:: RAW DATA
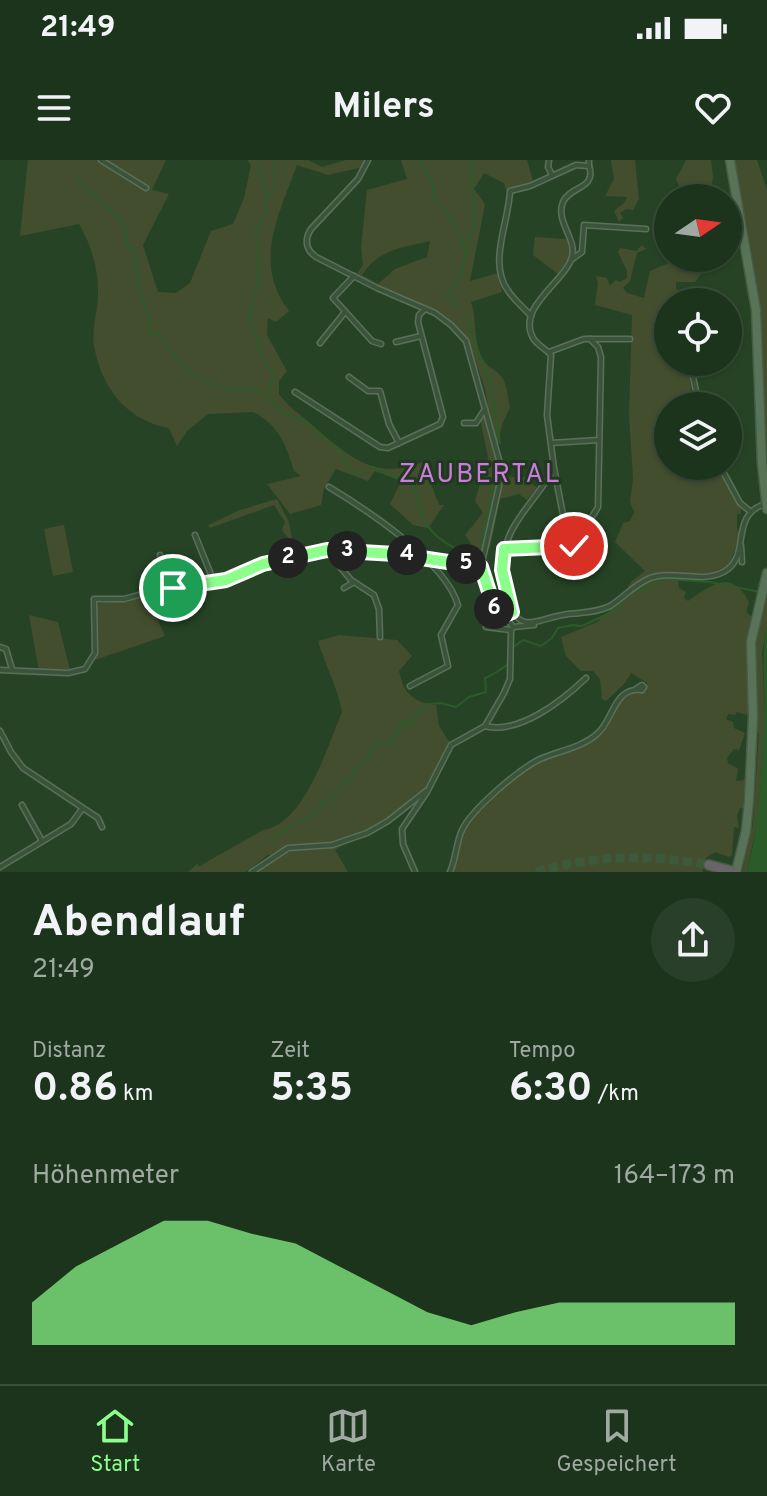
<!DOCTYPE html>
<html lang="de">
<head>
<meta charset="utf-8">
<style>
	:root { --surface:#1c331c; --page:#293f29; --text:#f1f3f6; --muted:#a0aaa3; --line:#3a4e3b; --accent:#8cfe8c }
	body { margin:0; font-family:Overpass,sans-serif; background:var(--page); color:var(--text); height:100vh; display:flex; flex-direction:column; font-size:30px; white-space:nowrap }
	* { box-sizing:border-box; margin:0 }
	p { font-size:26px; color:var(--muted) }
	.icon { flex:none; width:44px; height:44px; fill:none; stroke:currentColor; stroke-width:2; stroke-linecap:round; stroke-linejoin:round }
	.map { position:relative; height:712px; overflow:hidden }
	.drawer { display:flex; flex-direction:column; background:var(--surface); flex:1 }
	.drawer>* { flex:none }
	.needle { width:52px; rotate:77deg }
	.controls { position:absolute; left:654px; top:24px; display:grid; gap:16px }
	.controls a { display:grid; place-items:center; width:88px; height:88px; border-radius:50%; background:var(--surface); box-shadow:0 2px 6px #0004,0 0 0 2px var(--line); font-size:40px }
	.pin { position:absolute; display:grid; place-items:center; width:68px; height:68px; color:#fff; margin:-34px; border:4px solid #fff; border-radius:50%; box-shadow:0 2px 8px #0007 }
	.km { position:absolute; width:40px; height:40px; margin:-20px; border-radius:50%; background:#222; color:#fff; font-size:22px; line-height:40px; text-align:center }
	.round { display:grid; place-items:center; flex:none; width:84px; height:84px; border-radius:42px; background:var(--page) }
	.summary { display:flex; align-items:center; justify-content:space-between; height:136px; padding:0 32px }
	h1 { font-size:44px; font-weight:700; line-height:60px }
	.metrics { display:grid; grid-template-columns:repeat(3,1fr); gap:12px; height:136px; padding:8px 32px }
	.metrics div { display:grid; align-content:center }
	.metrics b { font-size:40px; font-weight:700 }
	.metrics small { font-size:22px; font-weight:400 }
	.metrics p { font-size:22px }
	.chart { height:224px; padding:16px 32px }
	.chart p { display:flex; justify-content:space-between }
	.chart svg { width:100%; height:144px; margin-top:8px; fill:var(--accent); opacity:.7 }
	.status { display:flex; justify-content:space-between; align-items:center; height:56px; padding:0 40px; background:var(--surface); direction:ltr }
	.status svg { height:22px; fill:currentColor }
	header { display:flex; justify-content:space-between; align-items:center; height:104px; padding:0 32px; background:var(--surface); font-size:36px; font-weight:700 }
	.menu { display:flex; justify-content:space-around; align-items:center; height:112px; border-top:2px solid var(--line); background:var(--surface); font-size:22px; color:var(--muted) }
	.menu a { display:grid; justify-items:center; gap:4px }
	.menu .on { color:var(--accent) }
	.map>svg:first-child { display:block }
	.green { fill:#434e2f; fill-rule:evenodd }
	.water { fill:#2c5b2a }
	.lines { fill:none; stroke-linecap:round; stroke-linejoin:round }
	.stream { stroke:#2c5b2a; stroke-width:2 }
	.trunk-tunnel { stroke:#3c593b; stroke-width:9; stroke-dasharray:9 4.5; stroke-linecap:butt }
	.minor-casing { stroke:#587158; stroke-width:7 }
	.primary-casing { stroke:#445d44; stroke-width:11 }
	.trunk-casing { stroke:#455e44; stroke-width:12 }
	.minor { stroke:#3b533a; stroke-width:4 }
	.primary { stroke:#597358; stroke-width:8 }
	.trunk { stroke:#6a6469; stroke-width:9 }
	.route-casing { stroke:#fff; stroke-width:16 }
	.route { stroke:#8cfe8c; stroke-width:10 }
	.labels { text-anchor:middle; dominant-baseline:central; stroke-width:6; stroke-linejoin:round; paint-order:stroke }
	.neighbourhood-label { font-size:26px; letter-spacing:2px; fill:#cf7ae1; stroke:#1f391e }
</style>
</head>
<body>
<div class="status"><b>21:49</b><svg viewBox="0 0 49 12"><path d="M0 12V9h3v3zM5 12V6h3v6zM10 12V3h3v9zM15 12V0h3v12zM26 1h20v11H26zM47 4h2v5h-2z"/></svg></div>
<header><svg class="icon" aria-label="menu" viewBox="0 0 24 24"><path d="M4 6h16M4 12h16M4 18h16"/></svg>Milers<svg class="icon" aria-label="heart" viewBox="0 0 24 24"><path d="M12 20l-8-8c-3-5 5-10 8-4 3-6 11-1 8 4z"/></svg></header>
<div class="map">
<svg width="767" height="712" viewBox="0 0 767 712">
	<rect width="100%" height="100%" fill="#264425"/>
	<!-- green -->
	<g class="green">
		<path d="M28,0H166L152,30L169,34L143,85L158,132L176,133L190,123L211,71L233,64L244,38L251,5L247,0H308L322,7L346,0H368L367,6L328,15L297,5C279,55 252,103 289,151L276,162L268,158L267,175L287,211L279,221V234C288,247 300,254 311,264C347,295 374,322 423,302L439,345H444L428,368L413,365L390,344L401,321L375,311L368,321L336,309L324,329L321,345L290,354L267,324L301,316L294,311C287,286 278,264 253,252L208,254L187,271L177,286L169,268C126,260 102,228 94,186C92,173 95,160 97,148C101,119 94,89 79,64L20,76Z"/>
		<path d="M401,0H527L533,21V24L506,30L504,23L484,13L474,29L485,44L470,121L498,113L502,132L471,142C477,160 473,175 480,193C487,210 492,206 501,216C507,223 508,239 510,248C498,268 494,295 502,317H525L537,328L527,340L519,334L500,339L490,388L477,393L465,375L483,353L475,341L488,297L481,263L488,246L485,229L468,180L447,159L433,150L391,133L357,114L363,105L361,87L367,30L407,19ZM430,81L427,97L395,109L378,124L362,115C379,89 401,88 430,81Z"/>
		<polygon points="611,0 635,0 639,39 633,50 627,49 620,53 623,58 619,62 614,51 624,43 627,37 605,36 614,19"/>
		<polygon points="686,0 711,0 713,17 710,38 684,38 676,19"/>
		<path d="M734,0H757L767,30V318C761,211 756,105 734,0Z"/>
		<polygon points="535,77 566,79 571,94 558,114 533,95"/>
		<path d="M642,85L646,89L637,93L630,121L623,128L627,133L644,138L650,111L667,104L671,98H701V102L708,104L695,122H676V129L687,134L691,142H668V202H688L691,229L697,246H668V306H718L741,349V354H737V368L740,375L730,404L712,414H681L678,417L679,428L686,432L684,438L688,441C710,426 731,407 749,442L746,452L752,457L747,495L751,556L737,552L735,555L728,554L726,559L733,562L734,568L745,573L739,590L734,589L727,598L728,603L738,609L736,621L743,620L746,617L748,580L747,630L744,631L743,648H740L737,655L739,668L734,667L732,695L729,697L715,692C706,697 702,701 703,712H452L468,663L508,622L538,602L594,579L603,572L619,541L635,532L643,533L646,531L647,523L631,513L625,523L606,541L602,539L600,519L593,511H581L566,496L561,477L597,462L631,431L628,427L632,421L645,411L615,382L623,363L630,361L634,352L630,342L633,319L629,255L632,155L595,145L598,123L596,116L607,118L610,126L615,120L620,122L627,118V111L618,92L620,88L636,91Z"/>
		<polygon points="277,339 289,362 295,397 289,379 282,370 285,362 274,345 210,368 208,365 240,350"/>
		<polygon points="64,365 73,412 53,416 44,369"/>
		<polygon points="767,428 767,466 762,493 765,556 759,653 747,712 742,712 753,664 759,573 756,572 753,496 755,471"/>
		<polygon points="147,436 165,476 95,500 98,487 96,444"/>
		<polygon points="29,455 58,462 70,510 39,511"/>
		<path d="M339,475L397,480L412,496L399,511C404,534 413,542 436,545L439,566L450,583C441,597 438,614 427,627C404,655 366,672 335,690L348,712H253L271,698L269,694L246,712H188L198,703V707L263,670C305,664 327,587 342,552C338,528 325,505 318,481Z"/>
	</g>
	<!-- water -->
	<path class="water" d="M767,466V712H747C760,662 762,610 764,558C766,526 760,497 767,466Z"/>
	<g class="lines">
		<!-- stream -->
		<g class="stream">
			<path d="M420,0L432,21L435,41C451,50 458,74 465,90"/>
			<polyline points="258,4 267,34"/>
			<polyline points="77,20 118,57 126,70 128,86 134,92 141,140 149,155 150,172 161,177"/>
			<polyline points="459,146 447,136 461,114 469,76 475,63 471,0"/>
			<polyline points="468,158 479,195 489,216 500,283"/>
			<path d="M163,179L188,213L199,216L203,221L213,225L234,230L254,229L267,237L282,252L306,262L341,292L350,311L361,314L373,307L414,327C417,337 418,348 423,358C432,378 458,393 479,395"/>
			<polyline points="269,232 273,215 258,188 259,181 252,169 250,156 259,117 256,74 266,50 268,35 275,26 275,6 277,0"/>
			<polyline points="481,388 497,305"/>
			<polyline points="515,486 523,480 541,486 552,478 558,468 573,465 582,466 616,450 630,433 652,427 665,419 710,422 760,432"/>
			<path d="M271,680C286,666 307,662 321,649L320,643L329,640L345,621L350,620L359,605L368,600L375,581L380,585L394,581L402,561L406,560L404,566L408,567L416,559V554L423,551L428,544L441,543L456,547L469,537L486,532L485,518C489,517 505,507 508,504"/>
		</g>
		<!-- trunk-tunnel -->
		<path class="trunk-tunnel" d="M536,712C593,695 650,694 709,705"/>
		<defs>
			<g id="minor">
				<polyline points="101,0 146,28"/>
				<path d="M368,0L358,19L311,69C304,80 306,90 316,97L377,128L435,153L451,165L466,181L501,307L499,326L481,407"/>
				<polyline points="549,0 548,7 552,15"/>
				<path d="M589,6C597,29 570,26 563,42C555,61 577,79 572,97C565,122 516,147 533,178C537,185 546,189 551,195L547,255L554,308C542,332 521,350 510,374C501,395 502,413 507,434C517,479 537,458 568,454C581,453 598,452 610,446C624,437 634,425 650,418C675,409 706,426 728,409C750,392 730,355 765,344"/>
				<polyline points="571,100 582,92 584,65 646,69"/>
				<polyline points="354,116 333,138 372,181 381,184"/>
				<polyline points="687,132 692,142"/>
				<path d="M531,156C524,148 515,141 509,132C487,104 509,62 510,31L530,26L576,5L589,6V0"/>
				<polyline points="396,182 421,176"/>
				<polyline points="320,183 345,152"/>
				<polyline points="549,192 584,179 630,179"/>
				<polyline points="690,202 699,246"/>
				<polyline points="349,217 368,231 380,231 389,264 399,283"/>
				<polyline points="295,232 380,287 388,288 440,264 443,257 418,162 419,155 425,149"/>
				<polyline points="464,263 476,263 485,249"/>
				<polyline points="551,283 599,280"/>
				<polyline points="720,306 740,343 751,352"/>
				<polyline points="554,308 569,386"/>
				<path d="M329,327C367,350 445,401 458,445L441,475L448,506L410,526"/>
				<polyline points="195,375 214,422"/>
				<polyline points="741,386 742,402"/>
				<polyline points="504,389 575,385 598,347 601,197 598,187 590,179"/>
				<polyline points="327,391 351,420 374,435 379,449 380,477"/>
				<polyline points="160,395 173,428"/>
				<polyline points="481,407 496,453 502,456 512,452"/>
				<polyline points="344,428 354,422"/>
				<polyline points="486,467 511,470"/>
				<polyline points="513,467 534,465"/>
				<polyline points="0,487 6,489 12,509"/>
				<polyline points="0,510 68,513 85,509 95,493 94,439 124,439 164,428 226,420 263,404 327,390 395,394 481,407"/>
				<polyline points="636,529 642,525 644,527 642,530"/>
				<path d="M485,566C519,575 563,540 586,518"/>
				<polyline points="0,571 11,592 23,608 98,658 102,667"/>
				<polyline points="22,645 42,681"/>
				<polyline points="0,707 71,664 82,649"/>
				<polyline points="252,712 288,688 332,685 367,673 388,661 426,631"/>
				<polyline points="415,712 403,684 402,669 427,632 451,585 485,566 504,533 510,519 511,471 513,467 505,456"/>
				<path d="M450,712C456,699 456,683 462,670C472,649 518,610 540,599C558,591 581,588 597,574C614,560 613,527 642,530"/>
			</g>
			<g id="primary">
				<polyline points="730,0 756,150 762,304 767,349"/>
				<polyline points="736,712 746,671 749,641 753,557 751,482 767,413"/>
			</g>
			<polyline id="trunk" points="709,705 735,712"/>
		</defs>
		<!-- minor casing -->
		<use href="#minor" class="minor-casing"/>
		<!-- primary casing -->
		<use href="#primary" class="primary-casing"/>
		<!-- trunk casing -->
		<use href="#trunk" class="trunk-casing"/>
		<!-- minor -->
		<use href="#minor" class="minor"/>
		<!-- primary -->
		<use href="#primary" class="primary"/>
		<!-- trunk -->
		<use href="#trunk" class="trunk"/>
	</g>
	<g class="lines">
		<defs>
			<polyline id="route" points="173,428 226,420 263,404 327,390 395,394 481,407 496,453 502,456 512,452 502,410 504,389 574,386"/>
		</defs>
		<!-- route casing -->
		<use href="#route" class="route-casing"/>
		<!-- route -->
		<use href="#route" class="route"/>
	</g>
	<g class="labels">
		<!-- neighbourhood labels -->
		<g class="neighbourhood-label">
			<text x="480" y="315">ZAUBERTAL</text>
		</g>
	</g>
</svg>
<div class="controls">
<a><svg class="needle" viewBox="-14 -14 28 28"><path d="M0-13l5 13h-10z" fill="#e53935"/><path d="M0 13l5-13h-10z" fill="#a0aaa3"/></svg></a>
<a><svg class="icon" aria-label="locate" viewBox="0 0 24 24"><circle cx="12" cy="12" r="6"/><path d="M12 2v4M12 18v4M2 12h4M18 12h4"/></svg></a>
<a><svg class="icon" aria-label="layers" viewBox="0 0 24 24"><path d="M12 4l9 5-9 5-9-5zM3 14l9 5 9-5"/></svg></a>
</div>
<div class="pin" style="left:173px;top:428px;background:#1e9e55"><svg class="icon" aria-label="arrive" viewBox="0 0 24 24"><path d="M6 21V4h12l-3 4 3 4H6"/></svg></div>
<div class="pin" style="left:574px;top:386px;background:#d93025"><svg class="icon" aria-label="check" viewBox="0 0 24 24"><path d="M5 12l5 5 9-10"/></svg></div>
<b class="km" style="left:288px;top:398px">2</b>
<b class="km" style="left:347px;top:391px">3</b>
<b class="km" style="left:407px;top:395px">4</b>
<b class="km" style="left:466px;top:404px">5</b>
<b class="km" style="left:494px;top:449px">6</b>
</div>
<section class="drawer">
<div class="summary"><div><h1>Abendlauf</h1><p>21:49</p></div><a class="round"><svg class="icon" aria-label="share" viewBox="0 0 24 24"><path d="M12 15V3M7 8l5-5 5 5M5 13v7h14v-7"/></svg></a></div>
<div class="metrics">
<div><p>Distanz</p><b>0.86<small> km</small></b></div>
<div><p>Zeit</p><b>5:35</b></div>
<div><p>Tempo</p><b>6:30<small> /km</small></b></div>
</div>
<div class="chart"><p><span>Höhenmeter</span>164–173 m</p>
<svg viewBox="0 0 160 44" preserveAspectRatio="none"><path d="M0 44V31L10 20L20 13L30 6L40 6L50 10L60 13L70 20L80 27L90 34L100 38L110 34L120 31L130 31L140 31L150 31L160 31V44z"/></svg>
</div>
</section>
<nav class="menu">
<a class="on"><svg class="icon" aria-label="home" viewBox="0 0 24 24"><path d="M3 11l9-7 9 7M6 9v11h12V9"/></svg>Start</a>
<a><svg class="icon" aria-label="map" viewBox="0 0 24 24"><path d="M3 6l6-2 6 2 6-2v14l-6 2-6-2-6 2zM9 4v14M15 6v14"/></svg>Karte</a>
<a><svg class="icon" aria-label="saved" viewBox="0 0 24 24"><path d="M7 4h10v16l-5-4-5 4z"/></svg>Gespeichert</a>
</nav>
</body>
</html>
::::
TASK OBJECTIVE ▸
The entries above hold a line with "position:absolute; left:654px; top:24px;" and a later line with "height:224px; padding:16px 32px". Write out exactly those lines and all lines between, nothing more.

TASK RESULT ▸
	.controls { position:absolute; left:654px; top:24px; display:grid; gap:16px }
	.controls a { display:grid; place-items:center; width:88px; height:88px; border-radius:50%; background:var(--surface); box-shadow:0 2px 6px #0004,0 0 0 2px var(--line); font-size:40px }
	.pin { position:absolute; display:grid; place-items:center; width:68px; height:68px; color:#fff; margin:-34px; border:4px solid #fff; border-radius:50%; box-shadow:0 2px 8px #0007 }
	.km { position:absolute; width:40px; height:40px; margin:-20px; border-radius:50%; background:#222; color:#fff; font-size:22px; line-height:40px; text-align:center }
	.round { display:grid; place-items:center; flex:none; width:84px; height:84px; border-radius:42px; background:var(--page) }
	.summary { display:flex; align-items:center; justify-content:space-between; height:136px; padding:0 32px }
	h1 { font-size:44px; font-weight:700; line-height:60px }
	.metrics { display:grid; grid-template-columns:repeat(3,1fr); gap:12px; height:136px; padding:8px 32px }
	.metrics div { display:grid; align-content:center }
	.metrics b { font-size:40px; font-weight:700 }
	.metrics small { font-size:22px; font-weight:400 }
	.metrics p { font-size:22px }
	.chart { height:224px; padding:16px 32px }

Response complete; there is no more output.